I’m sure most of you have heard of the trending ‘vision boards.’ While I was in college not too long ago, I was so excited to make my dorm “my own.” There was nothing like the fresh smell of a brand new cork board. Anyone who walks into a stationary store and takes a big whiff will understand lol. I absolutely love being creative and handlettering so, when I finally started creating my own vision board I was psyched. I was Googling, Facebooking, Pintrest-ing, for days looking for the best quotes that I want to embrace in my lifestyle and then I stumbled upon:
‘Be proud but never satisfied’
Immediately I fell in love. As I started my first semester, I wanted to push myself to achieve, but still hunger for more. I was ecstatic, but little did I know this quote would be life altering and not necessarily in a good way.
I’ve always been very independent. I’ve always tackled problems like I had something to prove. I didn’t accept help from anyone. Thanks to all the amazing women in my family, I was raised to be bold, strong, and determined which aren’t bad qualities to have…at all. I just never knew that some of my core values could cause so many major growing pains in my relationship with the Lord.
Recently, I was in a funk. Always yearning for more. I moved to South Carolina for a job, which I adore, but it’s also insanely stressful and sometimes….(a lot of the time)… hard to cope with. Not to mention, I’m away from the ones I love most. In my head, I think ‘okay, I’ll stay here another year, then make it back to Pennsylvania for a job and then I’ll be happy.’ My brain is fixated on striving for more rather than living in the present. It perpetuates the “proud but never satisfied” mentality. Subconsciously what I was saying is “okay, God, I see you, but what you have for me right now isn’t good enough.” I was shoving God’s promises back in His face essentially saying I can do it by myself.
But, no…I can’t.
I wrote those two statements and just stared at them for a second. It was hard for me to realize how I’ve been treating God. I’ve always believed that I could do anything I set my mind to, but does it even matter if it’s not with or of the Lord? No. It doesn’t.
In Matthew 12:30 it says “Whoever is not with me is against me, and whoever does not gather with me scatters.” This morning that just penetrated my heart and all my walls. Whoever is not with me is against me. During these times I wasn’t with God. I wasn’t listening to the Holy Spirit inside me when He nagged me to open my Bible. I wasn’t leaning in to the Word every morning to start my day. I had completely invested my identity in work to attempt to make it out of the place that I am now for a ‘greater plan.’ But, what I failed to realize was the greater plan is here.
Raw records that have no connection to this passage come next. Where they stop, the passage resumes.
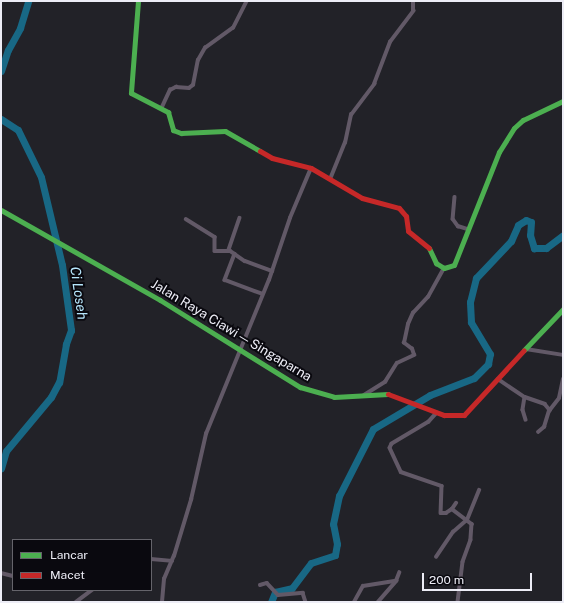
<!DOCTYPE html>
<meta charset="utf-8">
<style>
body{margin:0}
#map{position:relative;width:564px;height:603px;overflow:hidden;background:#222228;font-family:"Public Sans",sans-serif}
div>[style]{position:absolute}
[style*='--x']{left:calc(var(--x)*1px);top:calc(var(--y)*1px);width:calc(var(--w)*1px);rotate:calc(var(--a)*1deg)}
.river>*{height:7px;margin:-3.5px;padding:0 3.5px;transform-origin:3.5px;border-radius:3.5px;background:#186885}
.street>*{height:3.5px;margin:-1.75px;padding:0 1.75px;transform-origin:1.75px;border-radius:1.75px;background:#625967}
.fast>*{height:5px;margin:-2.5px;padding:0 2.5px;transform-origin:2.5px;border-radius:2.5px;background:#4caf50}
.jam>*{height:5px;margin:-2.5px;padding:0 2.5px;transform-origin:2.5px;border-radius:2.5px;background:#c62828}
span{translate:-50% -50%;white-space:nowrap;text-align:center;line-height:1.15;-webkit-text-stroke:4px #0a090f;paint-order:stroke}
.street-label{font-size:13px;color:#ededf6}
.water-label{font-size:14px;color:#b6e6fc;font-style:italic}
.frame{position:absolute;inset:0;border:2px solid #ededf6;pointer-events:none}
.legend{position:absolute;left:12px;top:539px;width:140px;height:52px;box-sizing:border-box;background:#0a090f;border:1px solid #65646b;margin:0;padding:5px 7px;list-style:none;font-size:12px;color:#ededf6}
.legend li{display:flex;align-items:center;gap:8px;height:20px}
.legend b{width:20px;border:1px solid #65646b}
.scale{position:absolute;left:422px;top:573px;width:110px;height:18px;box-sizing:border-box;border:2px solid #ededf6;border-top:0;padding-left:5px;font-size:12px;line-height:14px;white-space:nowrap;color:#ededf6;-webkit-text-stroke:3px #0a090f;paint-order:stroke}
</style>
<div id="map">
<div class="river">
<i style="--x:1;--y:71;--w:22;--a:-72"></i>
<i style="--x:8;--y:50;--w:25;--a:-61"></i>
<i style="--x:20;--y:28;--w:28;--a:-73"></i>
<i style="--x:1;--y:119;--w:20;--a:33"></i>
<i style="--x:18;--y:130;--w:52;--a:63.9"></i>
<i style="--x:41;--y:177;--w:90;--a:76.6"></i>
<i style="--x:62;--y:265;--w:66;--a:82.1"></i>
<i style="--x:71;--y:330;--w:15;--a:110"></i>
<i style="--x:66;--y:344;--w:39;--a:100"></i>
<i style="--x:59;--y:382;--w:17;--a:118"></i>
<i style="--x:51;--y:397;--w:70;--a:129.8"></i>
<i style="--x:6;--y:451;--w:18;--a:106"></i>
<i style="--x:271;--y:602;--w:11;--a:-68"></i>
<i style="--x:275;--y:592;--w:17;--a:-13"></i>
<i style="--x:292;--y:588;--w:31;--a:-53"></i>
<i style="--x:311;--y:563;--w:25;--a:-18"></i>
<i style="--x:335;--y:555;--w:11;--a:-80"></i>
<i style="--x:337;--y:544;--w:20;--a:-101"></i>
<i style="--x:333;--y:524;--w:29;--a:-78"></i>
<i style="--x:339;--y:496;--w:75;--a:-63.1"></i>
<i style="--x:373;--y:429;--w:66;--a:-30.8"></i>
<i style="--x:430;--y:395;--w:47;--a:-21.1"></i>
<i style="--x:474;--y:378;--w:20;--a:-45"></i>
<i style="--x:488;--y:364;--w:10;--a:-79"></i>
<i style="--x:490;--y:354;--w:37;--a:-121"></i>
<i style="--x:471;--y:322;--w:20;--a:-93"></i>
<i style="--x:470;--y:302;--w:25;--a:-76"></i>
<i style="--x:476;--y:278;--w:51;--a:-46.6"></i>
<i style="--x:511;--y:241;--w:17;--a:-66"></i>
<i style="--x:518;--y:225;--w:9;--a:-32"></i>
<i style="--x:526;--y:220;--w:5;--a:22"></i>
<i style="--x:531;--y:222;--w:13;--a:94"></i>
<i style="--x:530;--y:235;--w:14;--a:73"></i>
<i style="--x:534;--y:248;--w:12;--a:0"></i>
<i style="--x:546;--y:248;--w:21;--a:-37"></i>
</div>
<div class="street">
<i style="--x:162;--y:107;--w:19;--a:-65"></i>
<i style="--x:170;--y:90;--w:7;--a:-27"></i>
<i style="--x:176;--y:87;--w:13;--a:4"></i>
<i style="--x:189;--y:88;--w:5;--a:-37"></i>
<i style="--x:193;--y:85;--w:25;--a:-79"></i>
<i style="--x:198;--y:60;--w:14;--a:-60"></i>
<i style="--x:205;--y:48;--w:34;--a:-36"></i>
<i style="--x:233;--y:28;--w:30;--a:-63"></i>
<i style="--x:331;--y:177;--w:37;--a:-68"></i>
<i style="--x:345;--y:143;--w:29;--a:-78"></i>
<i style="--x:351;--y:115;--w:39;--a:-53"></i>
<i style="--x:374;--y:84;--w:45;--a:-69.1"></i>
<i style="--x:390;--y:42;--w:39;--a:-53"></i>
<i style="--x:413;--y:11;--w:10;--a:-90"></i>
<i style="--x:455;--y:197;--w:22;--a:95"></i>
<i style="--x:453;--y:219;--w:9;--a:54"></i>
<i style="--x:458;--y:226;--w:10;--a:17"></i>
<i style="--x:240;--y:218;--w:34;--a:109"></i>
<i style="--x:229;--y:250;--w:19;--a:35"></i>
<i style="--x:245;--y:261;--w:29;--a:20"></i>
<i style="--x:186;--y:219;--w:34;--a:32"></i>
<i style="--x:215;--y:237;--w:14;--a:90"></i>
<i style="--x:215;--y:251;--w:15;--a:0"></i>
<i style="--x:235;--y:254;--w:28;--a:111"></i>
<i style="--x:225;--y:280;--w:40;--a:20.2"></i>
<i style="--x:526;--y:349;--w:37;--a:9"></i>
<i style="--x:498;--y:379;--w:32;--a:34"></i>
<i style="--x:525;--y:397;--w:21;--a:19"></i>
<i style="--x:545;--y:404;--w:8;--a:50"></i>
<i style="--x:364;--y:395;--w:25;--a:-32"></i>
<i style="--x:385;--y:382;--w:22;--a:-58"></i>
<i style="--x:397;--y:363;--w:19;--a:-25"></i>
<i style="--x:414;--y:355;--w:6;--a:-108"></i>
<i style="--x:412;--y:349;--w:10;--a:-143"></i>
<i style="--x:404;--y:343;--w:19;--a:-78"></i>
<i style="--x:408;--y:324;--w:12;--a:-66"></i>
<i style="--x:413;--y:313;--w:22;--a:-47"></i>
<i style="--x:428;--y:297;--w:33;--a:-61"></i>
<i style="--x:525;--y:397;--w:13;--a:99"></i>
<i style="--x:523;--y:410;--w:10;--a:73"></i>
<i style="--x:437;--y:413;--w:12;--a:132"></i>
<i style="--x:429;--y:422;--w:43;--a:149.3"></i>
<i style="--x:392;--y:444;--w:4;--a:117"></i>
<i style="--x:390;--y:448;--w:26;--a:65"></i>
<i style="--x:401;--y:472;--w:43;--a:18.9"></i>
<i style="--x:442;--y:486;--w:27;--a:92"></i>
<i style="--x:441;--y:513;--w:5;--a:0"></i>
<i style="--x:446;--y:513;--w:7;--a:-34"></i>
<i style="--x:452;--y:509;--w:25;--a:37"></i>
<i style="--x:472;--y:524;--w:16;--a:94"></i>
<i style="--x:471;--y:540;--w:23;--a:110"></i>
<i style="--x:463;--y:562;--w:40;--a:97.1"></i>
<i style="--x:538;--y:432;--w:8;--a:-40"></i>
<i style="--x:544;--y:427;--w:17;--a:-73"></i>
<i style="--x:549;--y:411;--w:16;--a:-52"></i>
<i style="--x:559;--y:398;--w:19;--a:-78"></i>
<i style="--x:452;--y:509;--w:7;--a:-56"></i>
<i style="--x:436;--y:557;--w:30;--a:-56"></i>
<i style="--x:453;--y:532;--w:18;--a:-41"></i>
<i style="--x:467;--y:520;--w:32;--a:-68"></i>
<i style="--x:151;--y:559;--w:21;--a:5"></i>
<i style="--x:1;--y:573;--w:12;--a:14"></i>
<i style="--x:260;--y:585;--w:7;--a:-16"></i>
<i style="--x:267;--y:583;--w:16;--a:47"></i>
<i style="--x:278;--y:595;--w:25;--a:-5"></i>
<i style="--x:303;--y:593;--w:9;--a:72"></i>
<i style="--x:76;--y:602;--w:20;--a:-37"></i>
<i style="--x:162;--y:602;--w:23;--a:-85"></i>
<i style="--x:164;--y:579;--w:25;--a:-67"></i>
<i style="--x:174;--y:556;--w:59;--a:-73.1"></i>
<i style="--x:191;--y:500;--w:68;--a:-77.2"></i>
<i style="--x:206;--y:434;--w:166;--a:-67.8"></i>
<i style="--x:269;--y:280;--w:65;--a:-71.3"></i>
<i style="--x:290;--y:218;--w:54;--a:-67.2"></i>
<i style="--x:354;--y:602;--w:18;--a:-61"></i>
<i style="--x:363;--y:586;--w:33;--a:-9"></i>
<i style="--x:378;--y:602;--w:28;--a:-49"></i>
<i style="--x:396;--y:581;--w:9;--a:-69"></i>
</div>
<div class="fast">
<i style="--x:138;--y:1;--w:92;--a:94.4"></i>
<i style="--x:131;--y:93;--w:42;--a:27.2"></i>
<i style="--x:168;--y:112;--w:19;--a:74"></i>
<i style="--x:173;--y:130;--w:9;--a:21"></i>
<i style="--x:181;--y:133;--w:44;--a:-2.6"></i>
<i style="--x:225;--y:131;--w:40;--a:29.7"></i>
<i style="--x:1;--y:210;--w:183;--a:29.5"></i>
<i style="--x:160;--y:300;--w:165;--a:31.9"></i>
<i style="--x:300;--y:387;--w:35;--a:16"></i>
<i style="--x:334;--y:397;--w:54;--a:-3.2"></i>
<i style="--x:429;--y:248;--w:17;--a:65"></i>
<i style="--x:436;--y:263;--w:9;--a:32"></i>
<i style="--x:444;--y:268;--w:10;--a:-17"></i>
<i style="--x:454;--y:265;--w:122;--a:-68.3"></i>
<i style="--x:499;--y:152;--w:28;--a:-58"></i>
<i style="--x:514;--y:128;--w:12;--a:-42"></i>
<i style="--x:523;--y:120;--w:44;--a:-25.4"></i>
<i style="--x:524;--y:350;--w:57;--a:-46.4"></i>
</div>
<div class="jam">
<i style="--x:260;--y:151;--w:14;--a:30"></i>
<i style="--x:272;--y:158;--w:40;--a:14.4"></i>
<i style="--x:311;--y:168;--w:59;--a:30.5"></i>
<i style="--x:362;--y:198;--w:38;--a:15"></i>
<i style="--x:399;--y:208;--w:11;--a:49"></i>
<i style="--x:406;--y:216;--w:15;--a:82"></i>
<i style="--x:408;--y:231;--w:27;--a:39"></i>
<i style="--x:388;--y:394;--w:60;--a:20.6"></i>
<i style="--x:444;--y:415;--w:20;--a:0"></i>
<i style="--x:464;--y:415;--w:88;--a:-47.3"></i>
</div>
<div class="street-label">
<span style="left:231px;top:331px;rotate:31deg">Jalan Raya Ciawi — Singaparna</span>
</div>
<div class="water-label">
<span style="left:79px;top:293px;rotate:82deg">Ci Loseh</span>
</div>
<div class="frame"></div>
<ul class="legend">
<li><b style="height:5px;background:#4caf50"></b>Lancar</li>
<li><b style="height:5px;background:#c62828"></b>Macet</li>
</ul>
<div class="scale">200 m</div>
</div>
The greater plan is to be satisfied as I go through these spiritual growing pains and grow closer to the Lord. The greater plan is to be satisfied by finding my purpose to serve and share the Gospel in the area I’m in now. The greater plan is being satisfied where I am and what the Lord is doing in my life and in the lives around me. The greater plan is to be satisfied in God’s promises. The greater plan is to be satisfied.